▶ **AVAILABLE DATA**:

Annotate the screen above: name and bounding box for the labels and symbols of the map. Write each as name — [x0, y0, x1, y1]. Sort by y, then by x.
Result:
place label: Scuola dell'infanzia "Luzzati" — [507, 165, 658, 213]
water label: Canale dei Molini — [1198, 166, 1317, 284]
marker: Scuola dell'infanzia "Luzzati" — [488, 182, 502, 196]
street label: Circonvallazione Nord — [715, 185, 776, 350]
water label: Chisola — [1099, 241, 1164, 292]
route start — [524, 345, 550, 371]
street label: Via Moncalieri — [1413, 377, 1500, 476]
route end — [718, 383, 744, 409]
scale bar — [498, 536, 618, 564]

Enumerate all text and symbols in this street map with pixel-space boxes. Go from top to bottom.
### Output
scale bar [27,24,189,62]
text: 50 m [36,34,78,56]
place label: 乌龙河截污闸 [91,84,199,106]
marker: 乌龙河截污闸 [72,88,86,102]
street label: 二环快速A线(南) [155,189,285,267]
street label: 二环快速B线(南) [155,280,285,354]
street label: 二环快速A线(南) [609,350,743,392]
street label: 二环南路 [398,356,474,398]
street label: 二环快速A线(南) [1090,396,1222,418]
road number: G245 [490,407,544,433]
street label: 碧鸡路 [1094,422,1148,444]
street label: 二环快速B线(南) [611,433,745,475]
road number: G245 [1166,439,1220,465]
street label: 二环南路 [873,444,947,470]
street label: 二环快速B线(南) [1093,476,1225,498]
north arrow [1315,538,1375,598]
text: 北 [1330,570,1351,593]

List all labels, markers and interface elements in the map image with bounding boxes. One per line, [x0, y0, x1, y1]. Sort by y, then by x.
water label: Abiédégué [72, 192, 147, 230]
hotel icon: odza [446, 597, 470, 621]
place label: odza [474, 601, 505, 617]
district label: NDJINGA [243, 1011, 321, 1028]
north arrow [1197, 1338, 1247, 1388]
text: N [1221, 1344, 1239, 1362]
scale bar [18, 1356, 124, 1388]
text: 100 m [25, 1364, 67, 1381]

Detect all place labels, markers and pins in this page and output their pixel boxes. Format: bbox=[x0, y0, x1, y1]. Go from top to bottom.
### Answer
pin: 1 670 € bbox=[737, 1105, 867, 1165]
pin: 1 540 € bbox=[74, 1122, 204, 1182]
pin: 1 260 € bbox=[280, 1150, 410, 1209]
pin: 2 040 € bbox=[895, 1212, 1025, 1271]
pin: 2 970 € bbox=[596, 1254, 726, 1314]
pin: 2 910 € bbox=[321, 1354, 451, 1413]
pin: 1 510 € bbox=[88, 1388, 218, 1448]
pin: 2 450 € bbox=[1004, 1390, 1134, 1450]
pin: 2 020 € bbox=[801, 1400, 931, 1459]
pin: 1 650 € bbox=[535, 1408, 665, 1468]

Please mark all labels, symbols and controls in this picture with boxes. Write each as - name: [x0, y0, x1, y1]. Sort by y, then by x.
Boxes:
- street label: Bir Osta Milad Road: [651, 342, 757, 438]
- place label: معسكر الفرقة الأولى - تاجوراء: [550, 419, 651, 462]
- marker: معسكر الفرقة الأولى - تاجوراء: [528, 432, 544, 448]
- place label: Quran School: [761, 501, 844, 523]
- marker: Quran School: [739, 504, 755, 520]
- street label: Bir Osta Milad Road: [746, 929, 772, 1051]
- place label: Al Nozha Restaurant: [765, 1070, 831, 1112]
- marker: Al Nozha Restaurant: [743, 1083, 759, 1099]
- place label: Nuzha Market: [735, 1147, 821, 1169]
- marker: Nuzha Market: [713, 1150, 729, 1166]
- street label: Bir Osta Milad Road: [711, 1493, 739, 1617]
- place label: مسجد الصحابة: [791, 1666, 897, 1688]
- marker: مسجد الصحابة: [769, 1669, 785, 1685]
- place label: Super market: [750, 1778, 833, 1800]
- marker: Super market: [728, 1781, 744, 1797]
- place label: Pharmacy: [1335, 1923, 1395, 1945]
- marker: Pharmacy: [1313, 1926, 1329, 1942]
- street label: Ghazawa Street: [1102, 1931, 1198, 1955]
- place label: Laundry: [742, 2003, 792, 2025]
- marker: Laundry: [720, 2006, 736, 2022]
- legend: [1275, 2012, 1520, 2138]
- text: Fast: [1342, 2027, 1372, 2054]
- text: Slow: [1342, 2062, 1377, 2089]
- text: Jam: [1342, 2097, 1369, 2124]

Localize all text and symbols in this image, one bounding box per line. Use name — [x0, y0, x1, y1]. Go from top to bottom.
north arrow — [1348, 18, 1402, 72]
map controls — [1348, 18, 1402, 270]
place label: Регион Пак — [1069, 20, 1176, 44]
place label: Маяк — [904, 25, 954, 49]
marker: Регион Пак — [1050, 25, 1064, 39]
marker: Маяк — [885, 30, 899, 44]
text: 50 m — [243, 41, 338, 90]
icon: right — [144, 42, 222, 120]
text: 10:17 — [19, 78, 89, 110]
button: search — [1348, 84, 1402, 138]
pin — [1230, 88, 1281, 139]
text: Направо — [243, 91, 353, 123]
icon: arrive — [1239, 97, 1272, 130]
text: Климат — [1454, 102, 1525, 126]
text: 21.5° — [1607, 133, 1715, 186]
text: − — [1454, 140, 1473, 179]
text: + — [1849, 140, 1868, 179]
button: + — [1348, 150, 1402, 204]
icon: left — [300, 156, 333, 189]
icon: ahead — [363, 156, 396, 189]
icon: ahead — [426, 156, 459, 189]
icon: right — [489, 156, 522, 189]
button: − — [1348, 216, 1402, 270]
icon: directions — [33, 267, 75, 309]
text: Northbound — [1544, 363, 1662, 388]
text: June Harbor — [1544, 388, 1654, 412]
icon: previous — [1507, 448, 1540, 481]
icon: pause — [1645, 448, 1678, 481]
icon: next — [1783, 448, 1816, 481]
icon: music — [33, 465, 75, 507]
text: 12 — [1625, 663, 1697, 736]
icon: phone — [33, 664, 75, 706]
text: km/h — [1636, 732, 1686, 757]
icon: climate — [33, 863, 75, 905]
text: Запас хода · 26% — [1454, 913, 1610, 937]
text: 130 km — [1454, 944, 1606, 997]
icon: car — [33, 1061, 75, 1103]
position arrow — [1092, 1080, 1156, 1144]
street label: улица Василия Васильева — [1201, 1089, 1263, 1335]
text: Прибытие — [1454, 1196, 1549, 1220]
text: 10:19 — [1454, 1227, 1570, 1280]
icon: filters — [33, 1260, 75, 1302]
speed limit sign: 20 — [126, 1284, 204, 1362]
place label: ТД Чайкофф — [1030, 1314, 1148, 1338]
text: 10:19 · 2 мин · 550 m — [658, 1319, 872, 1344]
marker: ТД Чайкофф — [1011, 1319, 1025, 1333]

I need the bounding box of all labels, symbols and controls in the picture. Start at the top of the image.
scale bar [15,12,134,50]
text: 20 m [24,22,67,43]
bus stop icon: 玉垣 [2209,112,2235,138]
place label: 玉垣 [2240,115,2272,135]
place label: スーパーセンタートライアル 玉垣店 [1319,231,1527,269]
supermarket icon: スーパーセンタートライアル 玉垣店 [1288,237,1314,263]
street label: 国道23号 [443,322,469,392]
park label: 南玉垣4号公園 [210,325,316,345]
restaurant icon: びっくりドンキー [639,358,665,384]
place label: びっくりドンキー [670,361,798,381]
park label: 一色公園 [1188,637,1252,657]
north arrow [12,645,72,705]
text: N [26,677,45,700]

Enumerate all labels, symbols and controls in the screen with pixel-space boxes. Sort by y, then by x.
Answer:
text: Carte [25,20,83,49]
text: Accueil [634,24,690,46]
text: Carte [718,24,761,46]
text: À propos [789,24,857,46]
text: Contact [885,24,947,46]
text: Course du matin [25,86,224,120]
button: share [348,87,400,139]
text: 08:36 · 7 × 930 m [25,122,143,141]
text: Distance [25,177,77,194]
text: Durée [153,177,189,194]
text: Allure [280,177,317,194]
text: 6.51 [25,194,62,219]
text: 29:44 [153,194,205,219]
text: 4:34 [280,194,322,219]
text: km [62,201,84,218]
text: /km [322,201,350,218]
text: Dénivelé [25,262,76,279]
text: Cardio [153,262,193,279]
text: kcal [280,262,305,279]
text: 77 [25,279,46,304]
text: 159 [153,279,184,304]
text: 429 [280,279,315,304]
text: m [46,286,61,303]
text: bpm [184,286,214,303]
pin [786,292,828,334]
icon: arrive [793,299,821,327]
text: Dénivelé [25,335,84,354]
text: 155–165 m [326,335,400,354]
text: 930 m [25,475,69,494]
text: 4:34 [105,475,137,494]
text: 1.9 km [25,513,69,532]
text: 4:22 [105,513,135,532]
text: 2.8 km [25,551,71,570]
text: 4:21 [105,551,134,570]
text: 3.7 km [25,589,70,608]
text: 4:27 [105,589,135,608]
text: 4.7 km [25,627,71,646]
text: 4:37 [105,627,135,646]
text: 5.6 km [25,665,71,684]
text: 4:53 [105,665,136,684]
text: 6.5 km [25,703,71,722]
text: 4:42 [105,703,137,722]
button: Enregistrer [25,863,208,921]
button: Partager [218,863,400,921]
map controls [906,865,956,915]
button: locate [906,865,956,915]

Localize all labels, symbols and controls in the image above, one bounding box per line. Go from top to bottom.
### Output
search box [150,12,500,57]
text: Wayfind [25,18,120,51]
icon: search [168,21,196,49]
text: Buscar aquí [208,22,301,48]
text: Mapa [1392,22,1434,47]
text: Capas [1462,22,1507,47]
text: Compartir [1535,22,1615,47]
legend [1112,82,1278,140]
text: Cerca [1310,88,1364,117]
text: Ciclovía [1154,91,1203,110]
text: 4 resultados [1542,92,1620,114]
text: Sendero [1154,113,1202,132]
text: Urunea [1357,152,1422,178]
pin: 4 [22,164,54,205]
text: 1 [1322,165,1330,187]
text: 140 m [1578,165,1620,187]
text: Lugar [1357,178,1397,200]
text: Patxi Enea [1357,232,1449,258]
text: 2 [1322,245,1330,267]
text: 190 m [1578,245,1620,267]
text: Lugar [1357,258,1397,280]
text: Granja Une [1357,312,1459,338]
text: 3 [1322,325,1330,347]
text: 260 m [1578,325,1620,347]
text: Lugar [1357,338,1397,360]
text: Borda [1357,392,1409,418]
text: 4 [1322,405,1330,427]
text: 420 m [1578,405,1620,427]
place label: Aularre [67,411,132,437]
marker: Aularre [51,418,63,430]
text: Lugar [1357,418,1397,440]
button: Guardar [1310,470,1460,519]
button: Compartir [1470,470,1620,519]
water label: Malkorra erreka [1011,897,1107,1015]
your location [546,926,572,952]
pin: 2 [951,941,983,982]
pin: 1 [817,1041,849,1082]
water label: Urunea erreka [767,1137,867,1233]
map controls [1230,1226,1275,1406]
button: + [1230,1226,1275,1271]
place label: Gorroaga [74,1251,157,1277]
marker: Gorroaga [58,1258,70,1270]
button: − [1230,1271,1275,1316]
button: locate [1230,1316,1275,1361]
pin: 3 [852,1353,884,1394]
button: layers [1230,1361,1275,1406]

▶ **PROBLEM TO WORK ON**:
Quote the data above from the line containing "List all labels, markers" to the line containing "Detect all place", inclusive, and stop.

▶ **TASK OUTPUT**:
List all labels, markers and interface elements in the map image with bounding boxes. One per line, [x0, y0, x1, y1]. Sort by y, then by x.
water label: Abiédégué [72, 192, 147, 230]
hotel icon: odza [446, 597, 470, 621]
place label: odza [474, 601, 505, 617]
district label: NDJINGA [243, 1011, 321, 1028]
north arrow [1197, 1338, 1247, 1388]
text: N [1221, 1344, 1239, 1362]
scale bar [18, 1356, 124, 1388]
text: 100 m [25, 1364, 67, 1381]

Detect all place labels, markers and pins in this page and output their pixel boxes. Format: bbox=[x0, y0, x1, y1]. Go from top to bottom.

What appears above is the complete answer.